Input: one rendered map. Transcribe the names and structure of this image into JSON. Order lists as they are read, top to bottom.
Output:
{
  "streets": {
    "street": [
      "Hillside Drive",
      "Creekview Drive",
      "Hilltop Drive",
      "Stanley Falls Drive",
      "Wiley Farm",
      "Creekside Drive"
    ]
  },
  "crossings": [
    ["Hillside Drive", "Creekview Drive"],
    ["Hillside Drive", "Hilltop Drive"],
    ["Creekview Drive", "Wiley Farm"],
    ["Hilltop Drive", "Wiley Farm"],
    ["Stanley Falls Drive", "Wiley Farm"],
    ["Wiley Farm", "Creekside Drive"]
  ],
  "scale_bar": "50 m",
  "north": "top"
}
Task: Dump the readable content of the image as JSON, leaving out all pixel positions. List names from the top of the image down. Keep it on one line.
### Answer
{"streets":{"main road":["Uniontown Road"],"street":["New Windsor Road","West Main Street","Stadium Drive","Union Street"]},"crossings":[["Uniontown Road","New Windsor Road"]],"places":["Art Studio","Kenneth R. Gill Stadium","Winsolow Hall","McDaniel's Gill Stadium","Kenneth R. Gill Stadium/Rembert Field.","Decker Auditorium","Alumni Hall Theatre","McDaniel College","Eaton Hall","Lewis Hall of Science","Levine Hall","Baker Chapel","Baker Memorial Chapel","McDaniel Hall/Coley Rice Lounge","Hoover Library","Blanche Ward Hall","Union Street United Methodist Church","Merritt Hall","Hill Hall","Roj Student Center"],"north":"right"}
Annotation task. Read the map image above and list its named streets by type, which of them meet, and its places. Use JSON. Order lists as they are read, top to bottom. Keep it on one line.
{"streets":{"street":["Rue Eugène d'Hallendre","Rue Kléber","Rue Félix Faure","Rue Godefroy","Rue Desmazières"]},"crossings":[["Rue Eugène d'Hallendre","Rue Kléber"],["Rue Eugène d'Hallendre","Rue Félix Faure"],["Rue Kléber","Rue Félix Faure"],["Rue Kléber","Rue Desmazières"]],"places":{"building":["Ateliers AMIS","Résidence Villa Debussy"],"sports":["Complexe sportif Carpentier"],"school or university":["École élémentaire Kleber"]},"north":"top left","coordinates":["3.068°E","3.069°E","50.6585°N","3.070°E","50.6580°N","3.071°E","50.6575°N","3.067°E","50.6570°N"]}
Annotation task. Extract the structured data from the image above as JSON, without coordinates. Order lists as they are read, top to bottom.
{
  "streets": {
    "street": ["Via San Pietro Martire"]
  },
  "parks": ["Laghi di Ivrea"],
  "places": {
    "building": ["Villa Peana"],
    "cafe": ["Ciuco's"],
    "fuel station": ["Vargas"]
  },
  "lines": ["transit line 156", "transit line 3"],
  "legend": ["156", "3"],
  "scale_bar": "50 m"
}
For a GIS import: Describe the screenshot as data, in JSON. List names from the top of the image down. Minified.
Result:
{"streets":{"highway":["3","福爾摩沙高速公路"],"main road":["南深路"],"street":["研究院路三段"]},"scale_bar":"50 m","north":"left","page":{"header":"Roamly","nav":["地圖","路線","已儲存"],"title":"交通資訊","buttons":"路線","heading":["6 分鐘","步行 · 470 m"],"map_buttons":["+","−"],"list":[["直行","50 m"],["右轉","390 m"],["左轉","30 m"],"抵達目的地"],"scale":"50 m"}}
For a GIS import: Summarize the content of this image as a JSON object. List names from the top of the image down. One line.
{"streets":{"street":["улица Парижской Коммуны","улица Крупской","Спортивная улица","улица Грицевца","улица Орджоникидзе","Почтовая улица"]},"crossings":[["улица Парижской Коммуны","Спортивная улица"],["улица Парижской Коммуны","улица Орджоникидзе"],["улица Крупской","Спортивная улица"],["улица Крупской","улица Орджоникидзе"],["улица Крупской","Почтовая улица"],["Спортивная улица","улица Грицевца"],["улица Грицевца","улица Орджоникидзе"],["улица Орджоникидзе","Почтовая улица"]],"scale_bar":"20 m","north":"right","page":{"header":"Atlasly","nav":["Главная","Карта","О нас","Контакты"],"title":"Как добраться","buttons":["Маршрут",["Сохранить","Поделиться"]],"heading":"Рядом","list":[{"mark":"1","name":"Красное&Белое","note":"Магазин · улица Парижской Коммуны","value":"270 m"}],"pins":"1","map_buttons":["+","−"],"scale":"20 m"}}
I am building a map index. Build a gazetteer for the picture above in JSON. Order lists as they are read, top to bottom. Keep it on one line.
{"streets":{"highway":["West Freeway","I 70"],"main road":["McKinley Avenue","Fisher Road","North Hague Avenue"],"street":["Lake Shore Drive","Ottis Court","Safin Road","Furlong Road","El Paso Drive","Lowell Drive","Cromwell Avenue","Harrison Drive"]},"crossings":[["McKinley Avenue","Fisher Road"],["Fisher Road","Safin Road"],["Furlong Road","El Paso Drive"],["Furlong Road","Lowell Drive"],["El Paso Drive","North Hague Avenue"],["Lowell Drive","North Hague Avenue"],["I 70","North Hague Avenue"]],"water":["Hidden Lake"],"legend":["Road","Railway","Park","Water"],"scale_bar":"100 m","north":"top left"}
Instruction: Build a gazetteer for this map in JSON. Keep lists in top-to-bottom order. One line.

______

### TASK REQUIREMENTS
Could all of the entries be retyped word for word?

### RESPONSE TO THIS TASK
Input: one rendered map. Transcribe the names and structure of this image into JSON. Order lists as they are read, top to bottom.
Output:
{
  "streets": {
    "street": [
      "Hillside Drive",
      "Creekview Drive",
      "Hilltop Drive",
      "Stanley Falls Drive",
      "Wiley Farm",
      "Creekside Drive"
    ]
  },
  "crossings": [
    ["Hillside Drive", "Creekview Drive"],
    ["Hillside Drive", "Hilltop Drive"],
    ["Creekview Drive", "Wiley Farm"],
    ["Hilltop Drive", "Wiley Farm"],
    ["Stanley Falls Drive", "Wiley Farm"],
    ["Wiley Farm", "Creekside Drive"]
  ],
  "scale_bar": "50 m",
  "north": "top"
}
Task: Dump the readable content of the image as JSON, leaving out all pixel positions. List names from the top of the image down. Keep it on one line.
### Answer
{"streets":{"main road":["Uniontown Road"],"street":["New Windsor Road","West Main Street","Stadium Drive","Union Street"]},"crossings":[["Uniontown Road","New Windsor Road"]],"places":["Art Studio","Kenneth R. Gill Stadium","Winsolow Hall","McDaniel's Gill Stadium","Kenneth R. Gill Stadium/Rembert Field.","Decker Auditorium","Alumni Hall Theatre","McDaniel College","Eaton Hall","Lewis Hall of Science","Levine Hall","Baker Chapel","Baker Memorial Chapel","McDaniel Hall/Coley Rice Lounge","Hoover Library","Blanche Ward Hall","Union Street United Methodist Church","Merritt Hall","Hill Hall","Roj Student Center"],"north":"right"}
Annotation task. Read the map image above and list its named streets by type, which of them meet, and its places. Use JSON. Order lists as they are read, top to bottom. Keep it on one line.
{"streets":{"street":["Rue Eugène d'Hallendre","Rue Kléber","Rue Félix Faure","Rue Godefroy","Rue Desmazières"]},"crossings":[["Rue Eugène d'Hallendre","Rue Kléber"],["Rue Eugène d'Hallendre","Rue Félix Faure"],["Rue Kléber","Rue Félix Faure"],["Rue Kléber","Rue Desmazières"]],"places":{"building":["Ateliers AMIS","Résidence Villa Debussy"],"sports":["Complexe sportif Carpentier"],"school or university":["École élémentaire Kleber"]},"north":"top left","coordinates":["3.068°E","3.069°E","50.6585°N","3.070°E","50.6580°N","3.071°E","50.6575°N","3.067°E","50.6570°N"]}
Annotation task. Extract the structured data from the image above as JSON, without coordinates. Order lists as they are read, top to bottom.
{
  "streets": {
    "street": ["Via San Pietro Martire"]
  },
  "parks": ["Laghi di Ivrea"],
  "places": {
    "building": ["Villa Peana"],
    "cafe": ["Ciuco's"],
    "fuel station": ["Vargas"]
  },
  "lines": ["transit line 156", "transit line 3"],
  "legend": ["156", "3"],
  "scale_bar": "50 m"
}
For a GIS import: Describe the screenshot as data, in JSON. List names from the top of the image down. Minified.
Result:
{"streets":{"highway":["3","福爾摩沙高速公路"],"main road":["南深路"],"street":["研究院路三段"]},"scale_bar":"50 m","north":"left","page":{"header":"Roamly","nav":["地圖","路線","已儲存"],"title":"交通資訊","buttons":"路線","heading":["6 分鐘","步行 · 470 m"],"map_buttons":["+","−"],"list":[["直行","50 m"],["右轉","390 m"],["左轉","30 m"],"抵達目的地"],"scale":"50 m"}}
For a GIS import: Summarize the content of this image as a JSON object. List names from the top of the image down. One line.
{"streets":{"street":["улица Парижской Коммуны","улица Крупской","Спортивная улица","улица Грицевца","улица Орджоникидзе","Почтовая улица"]},"crossings":[["улица Парижской Коммуны","Спортивная улица"],["улица Парижской Коммуны","улица Орджоникидзе"],["улица Крупской","Спортивная улица"],["улица Крупской","улица Орджоникидзе"],["улица Крупской","Почтовая улица"],["Спортивная улица","улица Грицевца"],["улица Грицевца","улица Орджоникидзе"],["улица Орджоникидзе","Почтовая улица"]],"scale_bar":"20 m","north":"right","page":{"header":"Atlasly","nav":["Главная","Карта","О нас","Контакты"],"title":"Как добраться","buttons":["Маршрут",["Сохранить","Поделиться"]],"heading":"Рядом","list":[{"mark":"1","name":"Красное&Белое","note":"Магазин · улица Парижской Коммуны","value":"270 m"}],"pins":"1","map_buttons":["+","−"],"scale":"20 m"}}
I am building a map index. Build a gazetteer for the picture above in JSON. Order lists as they are read, top to bottom. Keep it on one line.
{"streets":{"highway":["West Freeway","I 70"],"main road":["McKinley Avenue","Fisher Road","North Hague Avenue"],"street":["Lake Shore Drive","Ottis Court","Safin Road","Furlong Road","El Paso Drive","Lowell Drive","Cromwell Avenue","Harrison Drive"]},"crossings":[["McKinley Avenue","Fisher Road"],["Fisher Road","Safin Road"],["Furlong Road","El Paso Drive"],["Furlong Road","Lowell Drive"],["El Paso Drive","North Hague Avenue"],["Lowell Drive","North Hague Avenue"],["I 70","North Hague Avenue"]],"water":["Hidden Lake"],"legend":["Road","Railway","Park","Water"],"scale_bar":"100 m","north":"top left"}
Instruction: Build a gazetteer for this map in JSON. Keep lists in top-to-bottom order. One line.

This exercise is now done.